You can define variables in three ways: using the _export parameter in YAML, programmatically using the API, or as you start a session using -p KEY=VALUE. You can use basic JavaScript scripts in ${...} syntax to calculate variables.

Project

A container for workflows and files used by a set of workflows. The files can be almost any script—for example, SQL, Python, Ruby, shell scripts, and configuration files. A project is used to group related workflows, for example, workflows that complete a specific action or that have dependencies on each other. All workflows in a project are updated together when you upload a new revision.

Revision

A version of a project. When you edit a workflow in a project or files that are part of a project, a new revision is created. Project revision history is found in the Workflows area in the TD Console.

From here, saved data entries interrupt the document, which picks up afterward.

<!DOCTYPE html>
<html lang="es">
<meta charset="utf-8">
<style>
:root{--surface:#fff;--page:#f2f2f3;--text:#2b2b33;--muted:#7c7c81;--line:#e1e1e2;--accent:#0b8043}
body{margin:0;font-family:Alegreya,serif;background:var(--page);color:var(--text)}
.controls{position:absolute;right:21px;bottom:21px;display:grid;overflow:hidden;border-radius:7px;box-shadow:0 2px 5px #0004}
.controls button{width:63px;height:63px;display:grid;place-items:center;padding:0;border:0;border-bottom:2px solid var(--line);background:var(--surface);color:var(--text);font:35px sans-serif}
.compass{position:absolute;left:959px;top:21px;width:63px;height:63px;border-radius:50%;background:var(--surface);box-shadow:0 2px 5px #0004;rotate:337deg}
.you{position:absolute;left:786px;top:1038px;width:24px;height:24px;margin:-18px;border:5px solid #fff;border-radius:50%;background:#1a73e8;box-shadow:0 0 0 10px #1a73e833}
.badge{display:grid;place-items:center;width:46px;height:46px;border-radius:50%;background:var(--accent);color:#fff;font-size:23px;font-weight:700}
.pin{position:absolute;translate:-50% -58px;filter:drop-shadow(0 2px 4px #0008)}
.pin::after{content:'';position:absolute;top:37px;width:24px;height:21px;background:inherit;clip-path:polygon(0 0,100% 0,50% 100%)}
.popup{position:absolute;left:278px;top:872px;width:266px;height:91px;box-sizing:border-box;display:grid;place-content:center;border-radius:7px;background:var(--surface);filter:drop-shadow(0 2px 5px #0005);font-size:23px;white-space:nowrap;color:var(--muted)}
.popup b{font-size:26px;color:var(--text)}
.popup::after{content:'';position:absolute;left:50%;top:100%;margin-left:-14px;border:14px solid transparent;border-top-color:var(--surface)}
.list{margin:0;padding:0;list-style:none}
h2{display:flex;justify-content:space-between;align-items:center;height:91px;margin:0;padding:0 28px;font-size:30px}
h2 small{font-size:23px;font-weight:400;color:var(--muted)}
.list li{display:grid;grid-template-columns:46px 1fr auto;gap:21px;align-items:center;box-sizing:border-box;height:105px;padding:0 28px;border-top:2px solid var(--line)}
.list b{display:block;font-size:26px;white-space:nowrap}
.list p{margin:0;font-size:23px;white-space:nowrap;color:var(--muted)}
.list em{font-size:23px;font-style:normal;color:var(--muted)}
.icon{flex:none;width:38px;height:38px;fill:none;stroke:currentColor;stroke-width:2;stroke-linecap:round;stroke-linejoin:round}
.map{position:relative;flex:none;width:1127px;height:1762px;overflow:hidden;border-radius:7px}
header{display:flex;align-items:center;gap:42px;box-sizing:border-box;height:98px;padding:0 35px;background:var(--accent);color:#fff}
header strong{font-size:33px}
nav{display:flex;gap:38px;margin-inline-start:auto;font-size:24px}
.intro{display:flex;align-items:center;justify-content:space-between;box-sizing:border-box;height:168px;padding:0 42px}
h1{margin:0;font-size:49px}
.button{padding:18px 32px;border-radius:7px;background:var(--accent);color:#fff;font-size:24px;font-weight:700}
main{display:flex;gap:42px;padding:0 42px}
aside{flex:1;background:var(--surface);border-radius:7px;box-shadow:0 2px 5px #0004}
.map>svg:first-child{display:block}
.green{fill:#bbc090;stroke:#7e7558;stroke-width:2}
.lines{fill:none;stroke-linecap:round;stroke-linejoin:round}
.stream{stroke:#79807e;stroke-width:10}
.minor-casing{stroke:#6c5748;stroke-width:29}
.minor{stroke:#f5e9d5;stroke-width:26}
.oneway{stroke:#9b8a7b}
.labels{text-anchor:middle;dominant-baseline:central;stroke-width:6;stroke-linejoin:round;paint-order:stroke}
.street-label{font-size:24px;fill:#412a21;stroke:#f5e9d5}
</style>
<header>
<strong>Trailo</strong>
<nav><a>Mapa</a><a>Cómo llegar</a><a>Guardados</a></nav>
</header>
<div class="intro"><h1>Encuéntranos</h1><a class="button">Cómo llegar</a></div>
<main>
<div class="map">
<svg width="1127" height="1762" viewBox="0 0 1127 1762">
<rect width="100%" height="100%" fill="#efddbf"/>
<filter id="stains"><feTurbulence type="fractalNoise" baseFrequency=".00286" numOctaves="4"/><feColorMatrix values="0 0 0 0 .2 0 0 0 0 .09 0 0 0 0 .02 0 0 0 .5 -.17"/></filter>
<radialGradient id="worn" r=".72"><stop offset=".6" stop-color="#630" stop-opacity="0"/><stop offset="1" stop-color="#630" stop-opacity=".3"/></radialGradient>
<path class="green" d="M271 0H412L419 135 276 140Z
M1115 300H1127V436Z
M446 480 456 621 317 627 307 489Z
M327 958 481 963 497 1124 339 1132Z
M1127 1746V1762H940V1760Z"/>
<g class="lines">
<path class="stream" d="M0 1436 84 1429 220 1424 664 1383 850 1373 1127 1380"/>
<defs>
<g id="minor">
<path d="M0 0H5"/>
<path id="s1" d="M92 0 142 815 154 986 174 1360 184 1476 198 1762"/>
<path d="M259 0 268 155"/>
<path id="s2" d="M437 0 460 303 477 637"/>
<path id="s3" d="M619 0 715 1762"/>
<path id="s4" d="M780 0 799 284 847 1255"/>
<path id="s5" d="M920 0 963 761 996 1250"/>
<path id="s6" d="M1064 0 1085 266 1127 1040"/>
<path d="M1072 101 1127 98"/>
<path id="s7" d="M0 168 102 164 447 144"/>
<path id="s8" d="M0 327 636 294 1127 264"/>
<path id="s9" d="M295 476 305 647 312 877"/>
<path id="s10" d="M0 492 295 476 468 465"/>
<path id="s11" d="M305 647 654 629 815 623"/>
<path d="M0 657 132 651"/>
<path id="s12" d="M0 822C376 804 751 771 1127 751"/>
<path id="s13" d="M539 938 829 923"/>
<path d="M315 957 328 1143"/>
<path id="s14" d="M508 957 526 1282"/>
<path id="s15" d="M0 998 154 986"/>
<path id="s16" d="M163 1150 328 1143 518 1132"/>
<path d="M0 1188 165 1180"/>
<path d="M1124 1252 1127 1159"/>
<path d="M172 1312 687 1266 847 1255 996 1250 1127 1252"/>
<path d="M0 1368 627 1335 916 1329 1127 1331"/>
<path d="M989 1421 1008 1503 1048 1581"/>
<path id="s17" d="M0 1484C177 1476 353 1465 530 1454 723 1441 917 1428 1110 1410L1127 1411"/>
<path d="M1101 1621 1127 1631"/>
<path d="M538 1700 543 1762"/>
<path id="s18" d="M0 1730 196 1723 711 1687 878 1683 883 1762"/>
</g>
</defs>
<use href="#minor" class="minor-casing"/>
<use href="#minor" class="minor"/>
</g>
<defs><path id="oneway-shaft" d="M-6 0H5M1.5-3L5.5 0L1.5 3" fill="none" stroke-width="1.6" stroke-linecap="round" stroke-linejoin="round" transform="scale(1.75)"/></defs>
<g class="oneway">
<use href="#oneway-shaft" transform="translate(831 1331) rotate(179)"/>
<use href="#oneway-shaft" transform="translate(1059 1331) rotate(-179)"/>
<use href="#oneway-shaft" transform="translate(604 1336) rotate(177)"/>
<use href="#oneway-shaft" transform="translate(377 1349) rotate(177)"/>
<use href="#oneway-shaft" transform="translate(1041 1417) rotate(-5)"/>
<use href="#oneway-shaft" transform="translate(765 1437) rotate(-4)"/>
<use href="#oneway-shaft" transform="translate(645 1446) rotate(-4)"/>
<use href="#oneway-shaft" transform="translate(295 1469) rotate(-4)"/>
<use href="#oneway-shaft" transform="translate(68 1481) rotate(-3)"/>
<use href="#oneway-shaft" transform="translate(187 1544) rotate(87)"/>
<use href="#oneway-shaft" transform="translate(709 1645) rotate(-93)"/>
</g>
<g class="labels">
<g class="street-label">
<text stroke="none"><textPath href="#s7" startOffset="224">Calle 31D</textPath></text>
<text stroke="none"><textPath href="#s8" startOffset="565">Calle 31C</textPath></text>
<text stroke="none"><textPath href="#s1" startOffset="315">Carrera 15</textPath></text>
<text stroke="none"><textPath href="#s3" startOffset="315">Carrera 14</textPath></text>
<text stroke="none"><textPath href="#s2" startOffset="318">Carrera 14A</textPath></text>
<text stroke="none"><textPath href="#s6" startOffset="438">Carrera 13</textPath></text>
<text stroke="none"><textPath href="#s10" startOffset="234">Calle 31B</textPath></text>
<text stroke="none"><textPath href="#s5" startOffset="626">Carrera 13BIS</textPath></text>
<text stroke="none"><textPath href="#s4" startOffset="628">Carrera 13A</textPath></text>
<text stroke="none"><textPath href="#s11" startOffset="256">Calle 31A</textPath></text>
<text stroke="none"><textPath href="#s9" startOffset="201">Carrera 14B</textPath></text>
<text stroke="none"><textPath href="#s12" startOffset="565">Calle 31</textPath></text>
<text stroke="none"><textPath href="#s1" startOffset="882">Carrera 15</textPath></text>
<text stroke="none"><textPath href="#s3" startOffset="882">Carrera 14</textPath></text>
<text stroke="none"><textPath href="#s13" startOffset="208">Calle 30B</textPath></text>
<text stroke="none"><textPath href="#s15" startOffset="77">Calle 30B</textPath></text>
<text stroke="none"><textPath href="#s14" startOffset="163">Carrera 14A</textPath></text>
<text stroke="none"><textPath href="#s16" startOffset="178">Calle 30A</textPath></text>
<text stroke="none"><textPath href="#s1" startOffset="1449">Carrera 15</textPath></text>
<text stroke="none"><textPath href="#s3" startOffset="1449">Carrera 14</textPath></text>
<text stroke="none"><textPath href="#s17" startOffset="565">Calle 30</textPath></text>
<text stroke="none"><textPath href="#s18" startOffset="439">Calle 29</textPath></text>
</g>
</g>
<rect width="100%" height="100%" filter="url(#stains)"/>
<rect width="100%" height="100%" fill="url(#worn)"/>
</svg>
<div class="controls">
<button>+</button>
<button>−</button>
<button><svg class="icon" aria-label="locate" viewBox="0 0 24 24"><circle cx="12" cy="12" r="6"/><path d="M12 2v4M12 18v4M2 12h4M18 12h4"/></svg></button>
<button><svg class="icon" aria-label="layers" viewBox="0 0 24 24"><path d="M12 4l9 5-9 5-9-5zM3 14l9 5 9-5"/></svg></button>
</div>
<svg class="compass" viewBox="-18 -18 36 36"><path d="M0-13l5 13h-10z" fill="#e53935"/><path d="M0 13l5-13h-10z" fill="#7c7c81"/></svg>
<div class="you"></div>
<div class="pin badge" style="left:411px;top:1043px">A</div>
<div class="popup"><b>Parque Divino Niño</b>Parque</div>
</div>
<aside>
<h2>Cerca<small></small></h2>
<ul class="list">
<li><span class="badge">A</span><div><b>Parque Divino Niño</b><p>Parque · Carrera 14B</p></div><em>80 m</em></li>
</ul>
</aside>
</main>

Earlier revisions may be selected and restored.

Session

A plan to run a workflow in the Workflow UI. A session specifies the date of the data, identifying the data set that the workflow acts upon. A session can be unscheduled or scheduled but must be unique. In a workflow, you cannot have two sessions specifying the same date for a data set. In Treasure Data, the default session value is the current timestamp; unscheduled workflows use the default session value, which is the current timestamp.

Session Time

A timestamp called session_time, for which a session is to run. The session_time is unique in the history of a workflow. If you submit two sessions with the same session_time, the later request is rejected. This prevents accidental submission of a session that ran before for the same time. If you need to run a workflow for the same time, retry the past session instead of submitting a new session.

Execution Time

A timestamp that captures when a workflow ran, whether successfully completed or not.

Example: You might have a workflow that is scheduled every day. The session_time is 00:00:00 of a day such as 2017-01-01 00:00:00. Actual execution time may not be the same time. You might want to delay execution for two hours because some data need one hour to be prepared.

Attempt

An actual execution of a session. A session has multiple attempts if you retry a failed workflow. If a session fails, you can check attempts and debug the problem from the logs. You may upload a new revision to fix the issue and then start a new attempt.